[Data excerpts]
########
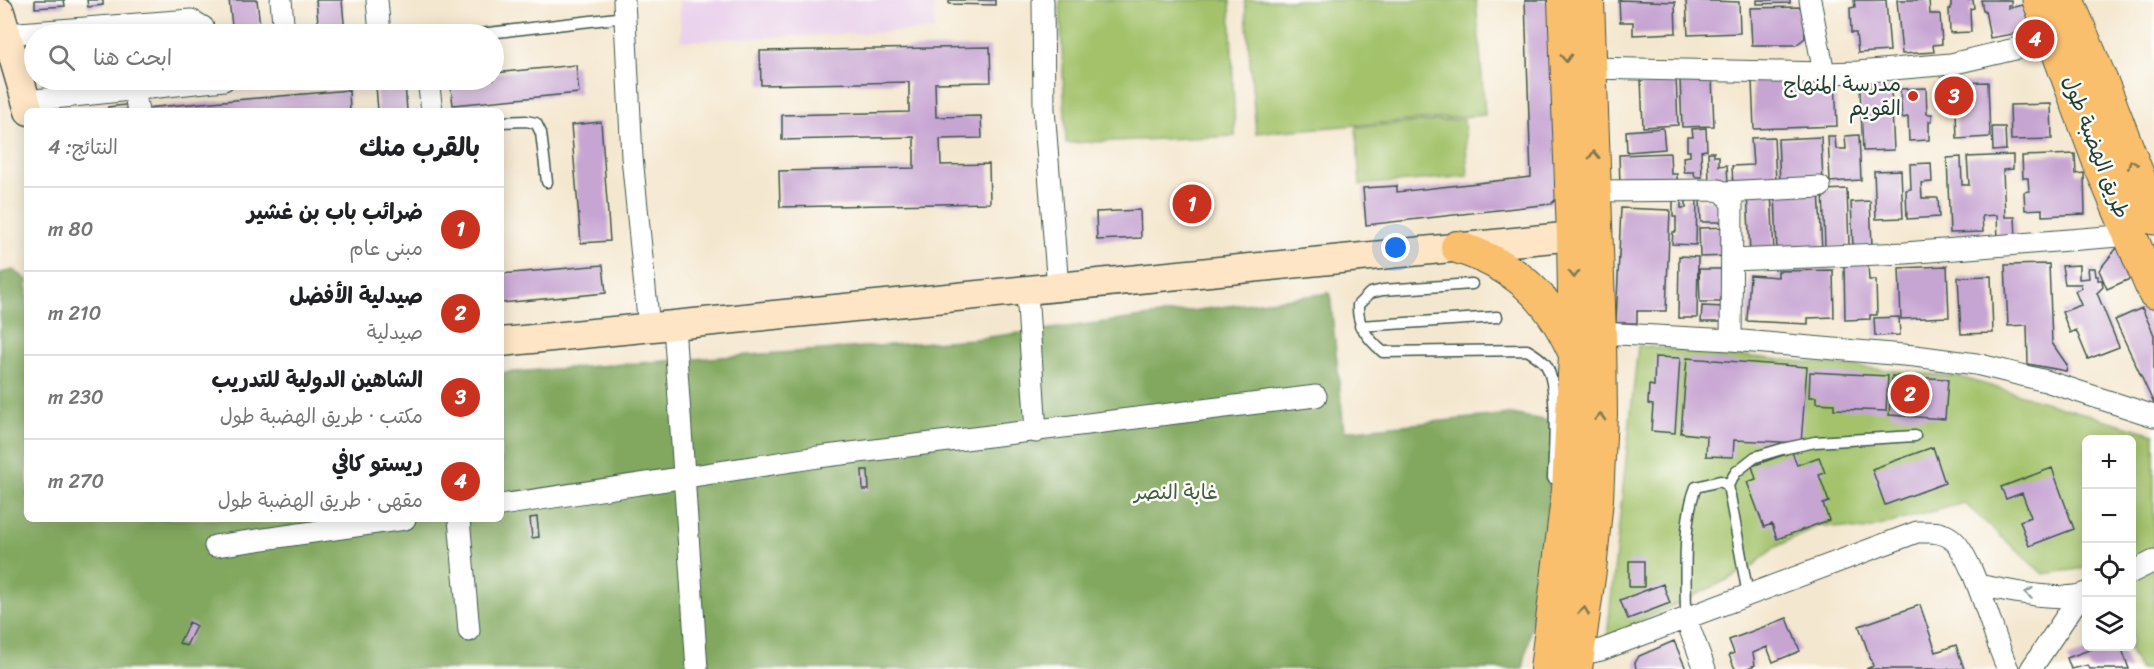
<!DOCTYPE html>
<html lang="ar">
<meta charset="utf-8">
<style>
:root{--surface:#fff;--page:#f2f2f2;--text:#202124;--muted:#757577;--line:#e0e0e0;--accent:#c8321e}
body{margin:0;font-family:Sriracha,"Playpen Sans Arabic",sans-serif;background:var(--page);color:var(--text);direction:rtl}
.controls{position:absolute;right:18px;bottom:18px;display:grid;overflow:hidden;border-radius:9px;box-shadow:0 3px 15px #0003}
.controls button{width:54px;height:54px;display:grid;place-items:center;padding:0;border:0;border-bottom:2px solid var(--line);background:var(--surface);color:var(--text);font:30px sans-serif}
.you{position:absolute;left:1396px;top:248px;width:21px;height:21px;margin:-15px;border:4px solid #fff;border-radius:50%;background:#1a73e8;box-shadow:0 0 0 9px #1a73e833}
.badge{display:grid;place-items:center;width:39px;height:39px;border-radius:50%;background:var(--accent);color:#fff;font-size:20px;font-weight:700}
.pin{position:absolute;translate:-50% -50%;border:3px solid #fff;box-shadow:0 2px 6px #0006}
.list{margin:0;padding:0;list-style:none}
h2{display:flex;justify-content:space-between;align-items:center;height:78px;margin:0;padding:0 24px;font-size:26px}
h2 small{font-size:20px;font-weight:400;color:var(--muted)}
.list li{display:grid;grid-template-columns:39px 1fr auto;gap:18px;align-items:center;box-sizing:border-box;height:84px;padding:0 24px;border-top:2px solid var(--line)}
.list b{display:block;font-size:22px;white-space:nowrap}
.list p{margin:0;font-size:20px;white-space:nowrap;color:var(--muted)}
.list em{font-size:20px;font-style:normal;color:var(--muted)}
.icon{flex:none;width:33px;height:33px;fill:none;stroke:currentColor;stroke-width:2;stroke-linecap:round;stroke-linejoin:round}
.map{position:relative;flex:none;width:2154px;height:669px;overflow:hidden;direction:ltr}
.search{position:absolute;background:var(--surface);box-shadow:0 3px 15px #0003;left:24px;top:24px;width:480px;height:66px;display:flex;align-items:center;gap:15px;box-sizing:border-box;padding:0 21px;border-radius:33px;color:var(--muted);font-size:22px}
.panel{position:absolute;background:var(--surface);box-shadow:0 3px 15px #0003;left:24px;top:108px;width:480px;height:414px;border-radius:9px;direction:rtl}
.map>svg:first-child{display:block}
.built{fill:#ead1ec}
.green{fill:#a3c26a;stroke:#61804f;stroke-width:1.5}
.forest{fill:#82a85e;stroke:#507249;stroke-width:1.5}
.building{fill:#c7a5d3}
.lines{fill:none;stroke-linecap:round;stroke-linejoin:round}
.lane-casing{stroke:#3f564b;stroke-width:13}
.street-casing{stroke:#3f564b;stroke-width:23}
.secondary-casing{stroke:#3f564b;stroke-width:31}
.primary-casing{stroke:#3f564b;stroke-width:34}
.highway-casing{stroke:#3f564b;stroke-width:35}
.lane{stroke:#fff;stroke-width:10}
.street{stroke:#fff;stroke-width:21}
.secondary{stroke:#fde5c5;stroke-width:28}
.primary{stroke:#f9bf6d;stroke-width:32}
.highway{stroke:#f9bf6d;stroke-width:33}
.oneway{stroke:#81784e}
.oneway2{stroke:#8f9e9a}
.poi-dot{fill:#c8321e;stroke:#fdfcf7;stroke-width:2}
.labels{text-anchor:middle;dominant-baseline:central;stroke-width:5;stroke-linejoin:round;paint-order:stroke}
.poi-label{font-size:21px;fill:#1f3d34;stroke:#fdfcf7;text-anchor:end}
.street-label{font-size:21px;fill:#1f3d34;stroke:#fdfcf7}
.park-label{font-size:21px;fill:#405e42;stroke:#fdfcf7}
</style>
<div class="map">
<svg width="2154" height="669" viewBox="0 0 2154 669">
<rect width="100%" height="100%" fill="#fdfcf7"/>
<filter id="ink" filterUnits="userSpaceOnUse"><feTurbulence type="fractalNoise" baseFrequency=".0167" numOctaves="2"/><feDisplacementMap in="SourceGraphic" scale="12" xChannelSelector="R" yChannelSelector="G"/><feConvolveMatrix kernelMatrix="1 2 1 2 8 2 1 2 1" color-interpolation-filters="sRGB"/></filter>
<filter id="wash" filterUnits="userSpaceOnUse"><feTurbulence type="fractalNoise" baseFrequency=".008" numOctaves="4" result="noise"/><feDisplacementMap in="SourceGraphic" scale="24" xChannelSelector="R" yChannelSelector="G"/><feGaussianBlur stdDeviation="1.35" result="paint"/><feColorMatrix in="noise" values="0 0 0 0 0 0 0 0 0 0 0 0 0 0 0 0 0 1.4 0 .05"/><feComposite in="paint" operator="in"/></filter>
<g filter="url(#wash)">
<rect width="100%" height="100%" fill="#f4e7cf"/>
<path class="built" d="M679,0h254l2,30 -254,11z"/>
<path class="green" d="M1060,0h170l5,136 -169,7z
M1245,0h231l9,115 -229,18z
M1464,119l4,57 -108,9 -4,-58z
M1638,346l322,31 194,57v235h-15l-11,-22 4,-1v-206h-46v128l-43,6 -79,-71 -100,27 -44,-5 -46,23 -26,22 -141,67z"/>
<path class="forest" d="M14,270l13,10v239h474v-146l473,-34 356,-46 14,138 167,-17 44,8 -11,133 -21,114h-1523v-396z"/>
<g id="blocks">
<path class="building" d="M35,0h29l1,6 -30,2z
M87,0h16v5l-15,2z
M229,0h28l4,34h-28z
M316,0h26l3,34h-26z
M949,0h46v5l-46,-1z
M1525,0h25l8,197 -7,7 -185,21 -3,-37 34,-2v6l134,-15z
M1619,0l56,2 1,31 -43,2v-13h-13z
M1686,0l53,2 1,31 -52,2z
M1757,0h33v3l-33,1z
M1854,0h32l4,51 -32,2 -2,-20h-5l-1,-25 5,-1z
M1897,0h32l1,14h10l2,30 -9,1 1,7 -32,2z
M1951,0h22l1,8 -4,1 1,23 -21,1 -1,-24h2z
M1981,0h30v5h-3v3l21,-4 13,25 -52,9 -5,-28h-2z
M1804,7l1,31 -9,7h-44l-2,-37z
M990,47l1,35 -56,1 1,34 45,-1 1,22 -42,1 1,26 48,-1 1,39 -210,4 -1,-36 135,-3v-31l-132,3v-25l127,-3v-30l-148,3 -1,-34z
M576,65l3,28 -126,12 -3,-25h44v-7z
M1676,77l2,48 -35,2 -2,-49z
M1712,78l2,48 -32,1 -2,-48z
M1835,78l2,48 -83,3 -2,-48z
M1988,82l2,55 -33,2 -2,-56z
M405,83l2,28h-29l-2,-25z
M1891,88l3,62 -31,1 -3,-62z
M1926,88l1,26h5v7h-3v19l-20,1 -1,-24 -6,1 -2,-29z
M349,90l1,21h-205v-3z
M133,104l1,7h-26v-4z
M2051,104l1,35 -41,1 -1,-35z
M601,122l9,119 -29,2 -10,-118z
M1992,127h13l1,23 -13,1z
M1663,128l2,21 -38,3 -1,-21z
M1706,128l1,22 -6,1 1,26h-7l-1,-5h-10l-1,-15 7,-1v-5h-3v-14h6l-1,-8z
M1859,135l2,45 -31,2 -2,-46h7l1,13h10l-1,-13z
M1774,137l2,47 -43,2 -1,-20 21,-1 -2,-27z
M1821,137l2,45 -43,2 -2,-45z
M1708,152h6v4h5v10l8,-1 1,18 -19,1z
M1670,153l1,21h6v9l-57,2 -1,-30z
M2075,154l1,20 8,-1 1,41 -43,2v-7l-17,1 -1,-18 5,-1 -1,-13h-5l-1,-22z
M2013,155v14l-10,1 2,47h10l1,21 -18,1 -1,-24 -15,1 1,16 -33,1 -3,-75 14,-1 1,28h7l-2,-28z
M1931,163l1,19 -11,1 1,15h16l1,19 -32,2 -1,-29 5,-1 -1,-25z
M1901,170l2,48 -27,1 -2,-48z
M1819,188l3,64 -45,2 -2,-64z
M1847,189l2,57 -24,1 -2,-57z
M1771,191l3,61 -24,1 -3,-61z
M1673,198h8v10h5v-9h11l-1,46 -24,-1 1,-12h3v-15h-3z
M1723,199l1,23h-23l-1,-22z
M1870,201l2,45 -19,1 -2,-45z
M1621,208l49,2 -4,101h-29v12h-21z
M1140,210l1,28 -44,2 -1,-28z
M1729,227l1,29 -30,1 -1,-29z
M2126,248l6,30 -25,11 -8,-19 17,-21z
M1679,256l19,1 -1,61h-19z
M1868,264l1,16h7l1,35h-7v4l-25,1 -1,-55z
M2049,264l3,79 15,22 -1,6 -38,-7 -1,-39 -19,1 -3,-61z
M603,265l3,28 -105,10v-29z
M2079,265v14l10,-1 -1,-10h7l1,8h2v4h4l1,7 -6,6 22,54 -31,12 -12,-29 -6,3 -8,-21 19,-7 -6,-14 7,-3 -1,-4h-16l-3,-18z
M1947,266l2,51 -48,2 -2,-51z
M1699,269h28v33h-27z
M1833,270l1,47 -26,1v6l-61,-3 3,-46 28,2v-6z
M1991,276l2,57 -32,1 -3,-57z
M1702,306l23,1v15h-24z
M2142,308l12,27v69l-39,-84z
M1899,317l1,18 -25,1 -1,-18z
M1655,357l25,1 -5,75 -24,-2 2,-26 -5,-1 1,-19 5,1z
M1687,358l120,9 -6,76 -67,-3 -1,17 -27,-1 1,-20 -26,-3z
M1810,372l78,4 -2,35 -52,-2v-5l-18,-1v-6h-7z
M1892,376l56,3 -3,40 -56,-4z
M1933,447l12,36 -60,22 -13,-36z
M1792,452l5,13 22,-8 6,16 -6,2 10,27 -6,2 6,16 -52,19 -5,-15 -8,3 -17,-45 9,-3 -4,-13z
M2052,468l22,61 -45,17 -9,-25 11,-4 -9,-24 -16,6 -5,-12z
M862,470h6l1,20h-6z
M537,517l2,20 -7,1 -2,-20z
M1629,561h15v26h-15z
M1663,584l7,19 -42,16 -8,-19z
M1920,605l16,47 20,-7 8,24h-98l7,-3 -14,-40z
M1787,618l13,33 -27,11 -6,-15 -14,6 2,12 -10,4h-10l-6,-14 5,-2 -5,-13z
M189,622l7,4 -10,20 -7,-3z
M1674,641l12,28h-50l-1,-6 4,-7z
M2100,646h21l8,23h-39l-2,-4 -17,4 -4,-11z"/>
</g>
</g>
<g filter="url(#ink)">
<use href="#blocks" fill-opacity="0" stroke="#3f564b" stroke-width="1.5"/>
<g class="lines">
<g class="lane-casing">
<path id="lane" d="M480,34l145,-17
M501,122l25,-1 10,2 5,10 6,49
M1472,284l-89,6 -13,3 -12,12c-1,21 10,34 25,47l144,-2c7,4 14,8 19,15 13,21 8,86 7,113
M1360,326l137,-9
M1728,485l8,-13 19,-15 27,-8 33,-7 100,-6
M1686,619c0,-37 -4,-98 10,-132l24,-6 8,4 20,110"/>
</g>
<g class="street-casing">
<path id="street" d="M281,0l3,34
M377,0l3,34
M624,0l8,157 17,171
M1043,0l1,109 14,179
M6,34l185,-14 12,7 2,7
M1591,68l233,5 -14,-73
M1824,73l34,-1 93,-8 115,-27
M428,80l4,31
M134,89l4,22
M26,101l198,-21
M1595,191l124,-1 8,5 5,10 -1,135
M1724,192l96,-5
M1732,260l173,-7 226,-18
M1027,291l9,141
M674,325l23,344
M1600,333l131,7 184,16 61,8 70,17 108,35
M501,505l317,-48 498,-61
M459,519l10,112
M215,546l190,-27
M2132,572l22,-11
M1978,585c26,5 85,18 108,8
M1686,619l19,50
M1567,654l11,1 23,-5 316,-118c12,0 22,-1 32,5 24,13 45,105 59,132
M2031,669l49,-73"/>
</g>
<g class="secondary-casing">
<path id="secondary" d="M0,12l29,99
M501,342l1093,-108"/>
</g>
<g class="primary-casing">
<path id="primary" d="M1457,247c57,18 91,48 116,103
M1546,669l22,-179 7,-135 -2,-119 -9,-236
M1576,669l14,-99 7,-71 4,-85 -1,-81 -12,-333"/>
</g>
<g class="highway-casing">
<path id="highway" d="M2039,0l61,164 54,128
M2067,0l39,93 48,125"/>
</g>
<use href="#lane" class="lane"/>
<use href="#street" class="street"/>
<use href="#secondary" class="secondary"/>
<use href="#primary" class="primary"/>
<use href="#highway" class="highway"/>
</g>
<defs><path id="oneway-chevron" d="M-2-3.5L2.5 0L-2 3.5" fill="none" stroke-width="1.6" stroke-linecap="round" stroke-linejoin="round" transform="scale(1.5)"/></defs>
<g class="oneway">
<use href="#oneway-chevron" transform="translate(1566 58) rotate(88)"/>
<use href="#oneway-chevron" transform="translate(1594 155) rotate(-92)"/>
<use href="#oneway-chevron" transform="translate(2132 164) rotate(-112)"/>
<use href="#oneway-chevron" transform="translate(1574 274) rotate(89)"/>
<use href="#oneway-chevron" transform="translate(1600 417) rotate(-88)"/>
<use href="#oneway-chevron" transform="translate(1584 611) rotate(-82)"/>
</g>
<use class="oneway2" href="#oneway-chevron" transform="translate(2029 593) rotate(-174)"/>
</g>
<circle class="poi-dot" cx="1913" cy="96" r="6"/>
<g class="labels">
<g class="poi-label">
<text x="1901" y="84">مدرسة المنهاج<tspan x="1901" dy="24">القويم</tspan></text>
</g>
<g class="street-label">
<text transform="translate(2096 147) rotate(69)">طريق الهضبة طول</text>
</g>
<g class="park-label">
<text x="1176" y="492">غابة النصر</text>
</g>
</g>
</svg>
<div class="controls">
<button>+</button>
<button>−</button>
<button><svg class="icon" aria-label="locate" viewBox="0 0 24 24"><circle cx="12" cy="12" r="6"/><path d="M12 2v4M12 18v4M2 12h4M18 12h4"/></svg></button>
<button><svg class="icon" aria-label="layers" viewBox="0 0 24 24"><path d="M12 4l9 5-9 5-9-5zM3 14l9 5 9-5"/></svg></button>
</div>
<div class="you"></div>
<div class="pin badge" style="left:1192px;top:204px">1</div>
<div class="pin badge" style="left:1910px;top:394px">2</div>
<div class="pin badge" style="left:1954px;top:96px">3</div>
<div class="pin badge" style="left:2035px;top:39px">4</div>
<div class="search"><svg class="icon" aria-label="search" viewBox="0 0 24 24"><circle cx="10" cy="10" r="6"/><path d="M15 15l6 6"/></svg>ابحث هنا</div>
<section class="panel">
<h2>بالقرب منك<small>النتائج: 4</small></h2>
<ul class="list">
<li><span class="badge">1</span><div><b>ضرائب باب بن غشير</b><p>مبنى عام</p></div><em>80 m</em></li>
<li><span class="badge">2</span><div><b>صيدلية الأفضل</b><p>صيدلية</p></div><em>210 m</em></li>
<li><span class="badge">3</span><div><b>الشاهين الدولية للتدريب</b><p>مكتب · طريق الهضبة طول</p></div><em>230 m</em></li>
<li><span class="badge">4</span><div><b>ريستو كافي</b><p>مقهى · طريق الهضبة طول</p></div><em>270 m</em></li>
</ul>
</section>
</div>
########
• _ACTIVITY_: If a line in the data holds the string "userSpaceOnUse", copy that line.

• _ANSWER SECTION_:
<filter id="ink" filterUnits="userSpaceOnUse"><feTurbulence type="fractalNoise" baseFrequency=".0167" numOctaves="2"/><feDisplacementMap in="SourceGraphic" scale="12" xChannelSelector="R" yChannelSelector="G"/><feConvolveMatrix kernelMatrix="1 2 1 2 8 2 1 2 1" color-interpolation-filters="sRGB"/></filter>
<filter id="wash" filterUnits="userSpaceOnUse"><feTurbulence type="fractalNoise" baseFrequency=".008" numOctaves="4" result="noise"/><feDisplacementMap in="SourceGraphic" scale="24" xChannelSelector="R" yChannelSelector="G"/><feGaussianBlur stdDeviation="1.35" result="paint"/><feColorMatrix in="noise" values="0 0 0 0 0 0 0 0 0 0 0 0 0 0 0 0 0 1.4 0 .05"/><feComposite in="paint" operator="in"/></filter>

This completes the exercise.